DATASET CONTENT:
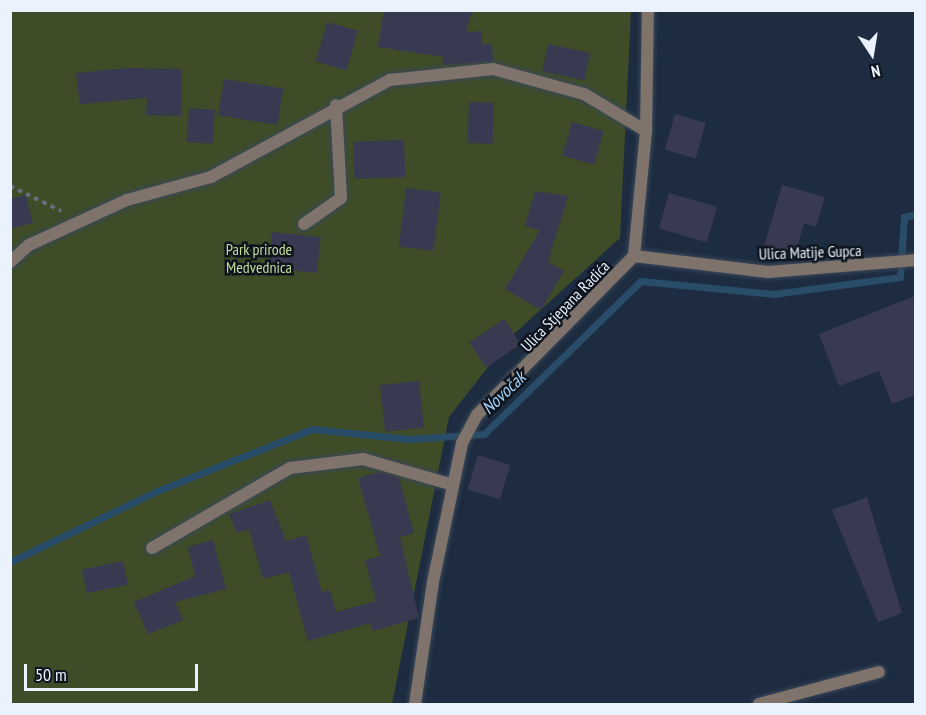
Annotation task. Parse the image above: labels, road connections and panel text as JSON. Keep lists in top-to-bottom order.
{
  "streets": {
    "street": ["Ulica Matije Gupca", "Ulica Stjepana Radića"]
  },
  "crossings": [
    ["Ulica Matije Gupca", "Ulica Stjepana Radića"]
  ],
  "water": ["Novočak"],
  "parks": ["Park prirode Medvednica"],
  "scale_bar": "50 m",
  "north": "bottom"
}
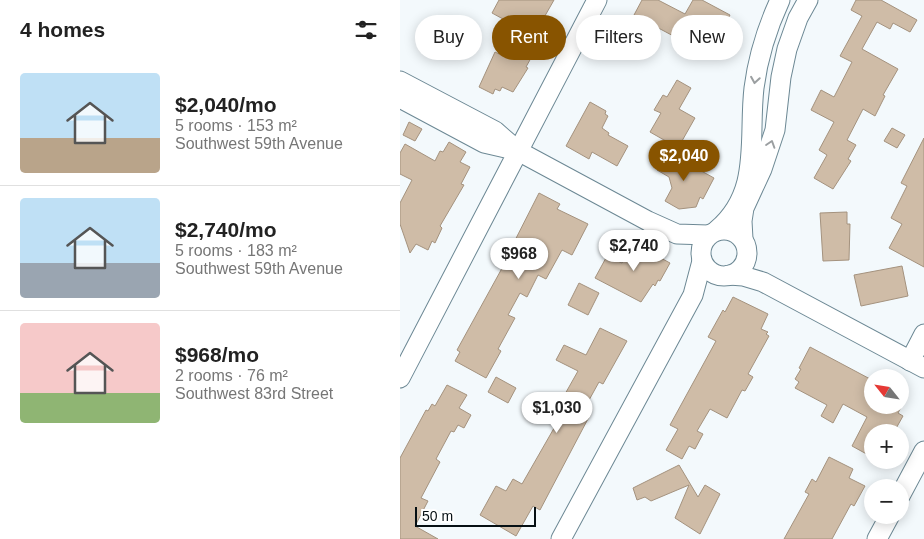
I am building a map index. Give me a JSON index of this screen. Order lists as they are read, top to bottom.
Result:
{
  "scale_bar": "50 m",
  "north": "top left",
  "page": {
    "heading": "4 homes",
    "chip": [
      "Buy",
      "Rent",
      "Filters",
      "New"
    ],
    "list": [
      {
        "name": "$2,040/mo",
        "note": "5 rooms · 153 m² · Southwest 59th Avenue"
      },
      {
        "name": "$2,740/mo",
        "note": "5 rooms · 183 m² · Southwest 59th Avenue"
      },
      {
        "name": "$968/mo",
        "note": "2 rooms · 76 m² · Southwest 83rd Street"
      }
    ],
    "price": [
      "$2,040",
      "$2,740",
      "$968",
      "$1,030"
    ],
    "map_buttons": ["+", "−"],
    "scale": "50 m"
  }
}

PROBLEM REQUIREMENTS:
Print each of the records above exactly as written, leaving no picture in the copy.

TASK OUTPUT:
Annotation task. Parse the image above: labels, road connections and panel text as JSON. Keep lists in top-to-bottom order.
{
  "streets": {
    "street": ["Ulica Matije Gupca", "Ulica Stjepana Radića"]
  },
  "crossings": [
    ["Ulica Matije Gupca", "Ulica Stjepana Radića"]
  ],
  "water": ["Novočak"],
  "parks": ["Park prirode Medvednica"],
  "scale_bar": "50 m",
  "north": "bottom"
}
I am building a map index. Give me a JSON index of this screen. Order lists as they are read, top to bottom.
Result:
{
  "scale_bar": "50 m",
  "north": "top left",
  "page": {
    "heading": "4 homes",
    "chip": [
      "Buy",
      "Rent",
      "Filters",
      "New"
    ],
    "list": [
      {
        "name": "$2,040/mo",
        "note": "5 rooms · 153 m² · Southwest 59th Avenue"
      },
      {
        "name": "$2,740/mo",
        "note": "5 rooms · 183 m² · Southwest 59th Avenue"
      },
      {
        "name": "$968/mo",
        "note": "2 rooms · 76 m² · Southwest 83rd Street"
      }
    ],
    "price": [
      "$2,040",
      "$2,740",
      "$968",
      "$1,030"
    ],
    "map_buttons": ["+", "−"],
    "scale": "50 m"
  }
}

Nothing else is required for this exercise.